Let $X$ be a projective scheme over $A$, that is $X=\operatorname{Proj}R$, where $R$ is a graded ring with $R_0=A$. We also take $R$ to be finitely generated as an $A$ algebra, i.e. equivalently the irrelevant ideal $R_+$ is a finitely generated ideal. (As secondary question, is there some condition on $X$ as a scheme, which is maybe stronger, that forces $R_+$ to be finitely generated?

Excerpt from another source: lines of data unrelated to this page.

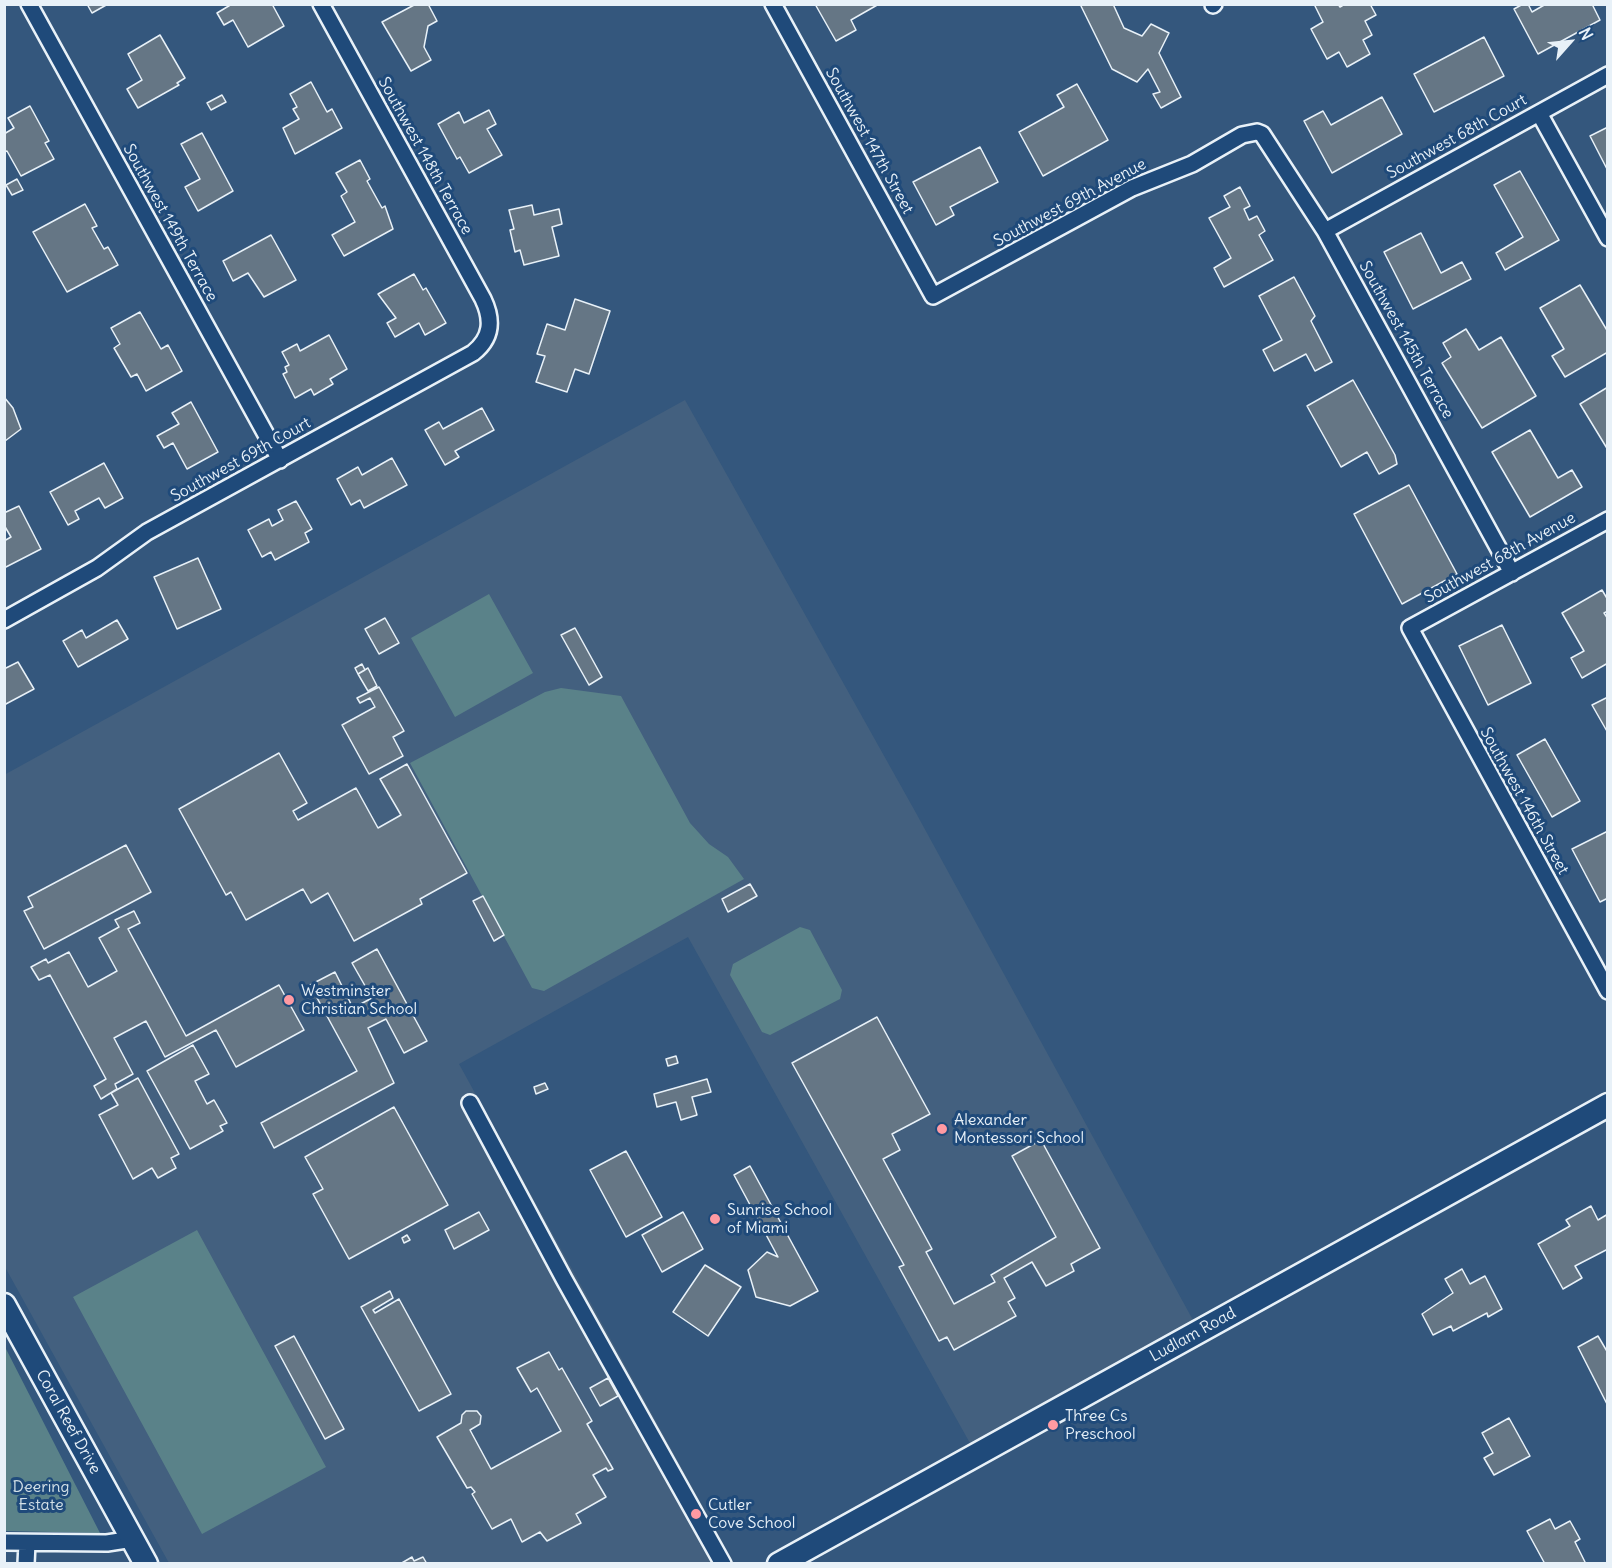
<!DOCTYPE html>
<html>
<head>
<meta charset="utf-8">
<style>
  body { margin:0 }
  #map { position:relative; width:1612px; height:1568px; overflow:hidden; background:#34577d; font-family:Delius,sans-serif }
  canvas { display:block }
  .frame { position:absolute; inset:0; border:6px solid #e8f1f8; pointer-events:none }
  .north { position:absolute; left:1540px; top:12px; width:60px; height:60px; -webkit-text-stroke:4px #1f4a7a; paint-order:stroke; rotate:63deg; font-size:16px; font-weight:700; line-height:24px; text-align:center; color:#e8f1f8 }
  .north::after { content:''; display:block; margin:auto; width:21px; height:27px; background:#e8f1f8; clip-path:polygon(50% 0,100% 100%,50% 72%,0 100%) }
</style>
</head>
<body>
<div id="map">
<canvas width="1612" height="1568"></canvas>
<div class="frame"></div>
<div class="north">N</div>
</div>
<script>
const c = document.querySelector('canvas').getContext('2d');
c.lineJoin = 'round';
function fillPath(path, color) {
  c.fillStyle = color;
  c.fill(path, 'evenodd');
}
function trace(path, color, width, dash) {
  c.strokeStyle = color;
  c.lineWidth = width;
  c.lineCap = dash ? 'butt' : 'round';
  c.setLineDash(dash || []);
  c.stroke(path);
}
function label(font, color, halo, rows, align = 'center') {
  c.font = font + ' Delius,sans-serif';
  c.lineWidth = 6;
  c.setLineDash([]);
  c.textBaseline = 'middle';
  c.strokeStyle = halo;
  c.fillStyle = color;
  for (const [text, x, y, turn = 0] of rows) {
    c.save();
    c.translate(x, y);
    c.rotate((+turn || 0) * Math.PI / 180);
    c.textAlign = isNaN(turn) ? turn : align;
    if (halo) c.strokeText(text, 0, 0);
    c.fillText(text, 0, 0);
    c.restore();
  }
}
fillPath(new Path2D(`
  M685,400l231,413 278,509 -223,123 -283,-508 -229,127 275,499h-565l-164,-296 -1,-492z`), '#43607f');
fillPath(new Path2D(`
  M489,594l44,79 -78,44 -44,-79z
  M561,688l60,8 69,127 19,21 19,13 16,22 -200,112 -12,-3 -122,-225 135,-71z
  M800,927l10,3 32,60 -2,9 -70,36 -8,-3 -32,-57 3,-11z
  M197,1230l129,237 -124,67 -129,-237z
  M5,1347l95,186 -95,-2z`), '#5a8289');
const building = new Path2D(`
  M87,4h21l-16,9z
  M232,4h40l12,22 -36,21 -15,-27 -9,5 -7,-12z
  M416,4h12l9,17 -9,5 -4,21 7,13 -20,11 -29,-49z
  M815,4h64l-28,16 5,10 -20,11z
  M1080,4h33l11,24 18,8 9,-12 18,9 -10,20 22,44 -20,11 -8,-14 7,-2 -12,-23 -11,13 -25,-13z
  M1318,4h20l2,3 5,-3h25l6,11 -11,6 7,14 -9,5 7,14 -23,13 -8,-15 -12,7 -16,-30 12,-7 -8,-16z
  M1523,4h5l4,8 14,-8h46l8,16 -62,34 -24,-45z
  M160,35l25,43 -8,5 2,2 -41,23 -11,-19 15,-9 -14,-26z
  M1484,37l20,39 -70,36 -20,-38z
  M311,82l16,30 5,-3 10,19 -47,26 -12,-26 16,-9 -6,-10 4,-2 -7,-13z
  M1077,84l31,56 -65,36 -24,-44 45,-25 -7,-12z
  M222,95l4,7 -15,8 -4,-7z
  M1382,97l20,37 -70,39 -28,-52 19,-10 8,14z
  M30,106l19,35 -4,2 9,16 -33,17 -14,-25 -3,1v-18l10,-6 -6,-10z
  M489,110l7,14 -9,5 15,26 -33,18 -9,-16 -3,2 -19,-35 21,-12 5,11z
  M1608,127v44l-18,-35z
  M202,133l31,58 -35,20 -13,-24 15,-8 -19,-35z
  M980,147l18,35 -48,25 4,8 -18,10 -23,-43z
  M360,160l10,19 -3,2 15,27 3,-2 8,23 -49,27 -12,-21 23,-13 -14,-26 6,-4 -11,-19z
  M1520,171l39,69 -54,30 -9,-17 27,-16 -29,-52z
  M17,179l6,11 -11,5 -6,-10z
  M1240,187l10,19 -6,3 5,11 8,-4 8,15 -6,4 14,25 -49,27 -10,-19 17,-10 -22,-40 21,-11 -6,-11z
  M85,204l12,22 -5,2 12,21 4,-2 10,18 -51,27 -34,-60z
  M532,205l2,10 25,-6 3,15 -10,3 7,29 -35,9 -4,-15 -5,2 -5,-22 4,-1 -5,-19z
  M1421,233l20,40 21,-11 9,17 -58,30 -29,-57z
  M271,235l25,45 -32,17 -16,-24 -15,8 -10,-20z
  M414,274l9,16 3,-2 20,35 -21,12 -6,-12 -24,14 -8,-14 9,-5 -18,-24z
  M1294,277l21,39 -4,5 21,41 -17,9 -9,-17 -32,17 -11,-21 19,-10 -23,-44z
  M1580,285l28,47v20l-43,25 -13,-21 12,-7 -24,-41z
  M575,299l35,12 -21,63 -14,-5 -8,23 -31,-10 9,-26 -8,-2 10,-30 18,6z
  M140,312l21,37 7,-4 14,26 -36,20 -9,-17 -6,3 -17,-29 6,-4 -9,-16z
  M1466,329l13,21 22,-13 35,59 -54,32 -40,-65 9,-6 -8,-14z
  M329,335l18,34 -17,10 3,5 -19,11 -3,-6 -16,9 -12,-24 4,-2 -2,-5 4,-2 -7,-13 15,-8 3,7z
  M1353,380l42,75 2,9 -18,10 -12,-22 -26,15 -34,-61z
  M1608,387v63l-28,-46z
  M4,397l9,11 8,21 -16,12z
  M191,402l27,50 -31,17 -14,-26 -9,5 -7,-12 22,-12 -7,-11z
  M482,408l12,22 -39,21 4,6 -14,8 -20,-35 14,-8 4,7z
  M1530,430l28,48 14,-8 10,17 -52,30 -38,-65z
  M392,458l15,27 -43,23 -4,-8 -9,5 -14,-26 21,-12 4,8z
  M104,463l19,35 -18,10 -6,-10 -24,13 4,8 -11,6 -18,-33z
  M1409,485l48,89 -55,30 -48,-90z
  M296,501l16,28 -7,4 4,9 -34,18 -4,-8 -9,5 -14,-27 21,-11 3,7 11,-6 -5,-10z
  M19,506l22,43 -37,19v-27l7,-4 -7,-12v-12z
  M198,558l23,51 -44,20 -23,-52z
  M1602,590l6,10v11l-4,2 4,6v44l-26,15 -11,-20 13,-7 -22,-38z
  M385,618l14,25 -20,11 -14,-25z
  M117,620l11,19 -50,28 -15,-26 19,-11 4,8z
  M1502,625l29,58 -43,22 -29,-59z
  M575,628l27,49 -13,8 -28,-50z
  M18,662l16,27 -30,16v-36z
  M362,664l3,6 -7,4 -3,-6z
  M368,668l9,18 -9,5 -10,-17z
  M379,687l25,44 -11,6 10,19 -34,18 -27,-49 33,-18 -5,-9 -10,5 -3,-5z
  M1608,697v36l-16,-28z
  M1545,739l35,62 -28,16 -35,-62z
  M279,753l28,50 -14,8 5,9 58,-32 22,40 23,-13 -21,-36 27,-15 60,109 -47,26 2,5 -68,37 -26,-48 -17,10 -8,-14 -57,31 -15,-28 -5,3 -47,-86z
  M1608,831v67l-8,4 -28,-53z
  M126,845l25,47 -107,57 -20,-38 9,-4 -5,-10z
  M750,884l7,12 -29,16 -6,-13z
  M483,896l21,39 -10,6 -21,-40z
  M134,911l6,12 -12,6 58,107 93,-51 25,45 -68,37 -20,-37 -51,27 -19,-36 -32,17 19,36 -18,10 2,5 -16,10 -7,-13 12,-7 -56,-104 -11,5 -8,-13 15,-8 2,4 21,-11 19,35 29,-16 -18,-33 20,-11 -4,-7z
  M377,949l50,92 -23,12 -18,-34 -18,9 26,55 -120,65 -13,-25 96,-52 -47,-86 25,-13 18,36 19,-10 -20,-35z
  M877,1017l53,97 -38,20 8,16 -17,9 49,90 -6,3 28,52 41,-22 -4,-7 65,-38 -44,-81 29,-16 59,108 -29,16 3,7 -28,15 -14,-24 -28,16 11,20 -7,4 8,14 -62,34 -7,-13 -8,4 -40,-74 5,-2 -112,-202z
  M193,1045l16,29 -14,7 12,23 7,-4 13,23 -7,3 3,5 -33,18 -43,-78z
  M676,1056l2,7 -10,3 -2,-7z
  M138,1078l41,76 -8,4 5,10 -18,10 -6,-10 -19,11 -34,-64 19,-10 -7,-12z
  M707,1079l4,13 -19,5 5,18 -16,5 -5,-18 -19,5 -3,-13z
  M545,1083l3,6 -12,5 -2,-7z
  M394,1107l54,98 -99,54 -36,-65 10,-5 -18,-32z
  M626,1151l36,66 -36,20 -36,-67z
  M750,1166l68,125 -28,15 -34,-9 -8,-27 19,-18 11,5 -44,-82z
  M1591,1206l7,14 10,-6v35l-33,17 7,12 -19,11 -25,-45 32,-18 -4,-6z
  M479,1212l10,18 -35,19 -9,-19z
  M683,1212l20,37 -41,23 -20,-37z
  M407,1235l3,5 -6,3 -2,-5z
  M705,1265l36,22 -33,49 -35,-24z
  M1462,1269l8,15 15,-8 17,33 -14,8 -1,-4 -34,18 -2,-5 -18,9 -11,-21 31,-21 -8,-14z
  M390,1291l3,7 -20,12 2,3 24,-14 52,95 -32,17 -58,-104z
  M294,1336l50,93 -19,10 -50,-93z
  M1598,1336l10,17v53l-30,-59z
  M549,1352l10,18 3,-2 30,53 -5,3 26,45 -5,2 -2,-3 -13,7 13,22 -30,17 5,9 -34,18 -7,-9 -18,10 -11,-23 -19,10 -20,-35 3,-2 -4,-5 -4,1 -30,-51 24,-14 1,-8 4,-4h11l4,5 -1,8 -10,6 21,39 70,-38 -24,-43 -6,4 -14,-24z
  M608,1378l10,18 -18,10 -10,-18z
  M1509,1418l21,38 -36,19 -10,-17 9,-5 -11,-20z
  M1550,1519l5,10 15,-8 10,18 -5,3 11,22h-41l-18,-33z
  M412,1557l2,4 9,-4 4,7h-27z`);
fillPath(building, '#657685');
trace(building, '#e8f1f8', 1.5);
const street = new Path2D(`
  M29,4l251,456
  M773,4l160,292 199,-108 60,-24 50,-29 15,-3 5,2 63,97 187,342
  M1213,5l1,-1
  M1539,113l69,125
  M1325,231l283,-156
  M1608,520l-198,108 198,363
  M4,620l93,-52 50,-36 326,-179c19,-15 20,-33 10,-54l-162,-295
  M470,1103l94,176 159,285
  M4,1542l103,1 26,-4
  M26,1564l1,-21`);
const secondary = new Path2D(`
  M4,1305l142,259
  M779,1564l829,-459`);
trace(street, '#e8f1f8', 20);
trace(secondary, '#e8f1f8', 27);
trace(street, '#1f4a7a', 15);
trace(secondary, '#1f4a7a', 22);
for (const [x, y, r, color] of [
  [289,1000,6,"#ff9aa2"],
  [942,1129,6,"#ff9aa2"],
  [715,1219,6,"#ff9aa2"],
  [1053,1425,6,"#ff9aa2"],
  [696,1514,6,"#ff9aa2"]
]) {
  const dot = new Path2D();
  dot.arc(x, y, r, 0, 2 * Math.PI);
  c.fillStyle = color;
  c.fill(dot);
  trace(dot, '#1f4a7a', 2);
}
label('16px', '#e8f1f8', '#1f4a7a', [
  ["Southwest 68th Court",1457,137,-29],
  ["Southwest 147th Street",869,141,61],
  ["Southwest 148th Terrace",425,156,61],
  ["Southwest 69th Avenue",1070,203,-28],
  ["Southwest 149th Terrace",170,223,61],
  ["Southwest 145th Terrace",1406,340,61],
  ["Southwest 69th Court",241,460,-29],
  ["Southwest 68th Avenue",1500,558,-29],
  ["Southwest 146th Street",1524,801,61],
  ["Ludlam Road",1193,1335,-29],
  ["Coral Reef Drive",68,1422,61]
]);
label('16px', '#e8f1f8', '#1f4a7a', [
  ["Westminster",301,991],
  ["Christian School",301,1009],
  ["Alexander",954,1120],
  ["Montessori School",954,1138],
  ["Sunrise School",727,1210],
  ["of Miami",727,1228],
  ["Three Cs",1065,1416],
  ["Preschool",1065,1434],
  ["Cutler",708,1505],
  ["Cove School",708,1523]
], 'left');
label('16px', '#d3e0e7', '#1f4a7a', [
  ["Deering",41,1487],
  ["Estate",41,1505]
]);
</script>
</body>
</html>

Quasi-compactness is not strong enough as this only implies the irrelevant ideal is the radical of a finitely generated ideal... perhaps a Noetherian condition on $X$?)
With the above (hopefully strong enough hypotheses) I want to show that there exists a closed embedding $X\hookrightarrow\mathbb P^n_A$ for some $m$. Since $R$ is a finitely generated $A$ algebra, we have that $R\cong A[x_0,\dots, x_n]/I$ for some ideal $I$. If I can show that $I$ is homogenous then we have that $\operatorname{Proj} R=\operatorname{Proj}A[x_0,\dots, x_n]/I\cong \mathbb V(I)\subset \mathbb P^n_A$, and so we are done.
However, I see no reason why $I$ can't be homogenous, and $R$ is equipped with some grading which does not come from $A$. So to some up, my two questions are: is there a reason $I$ should be homogenous? Is there a condition on $X$ that forces the irrelevant ideal to be finitely generated?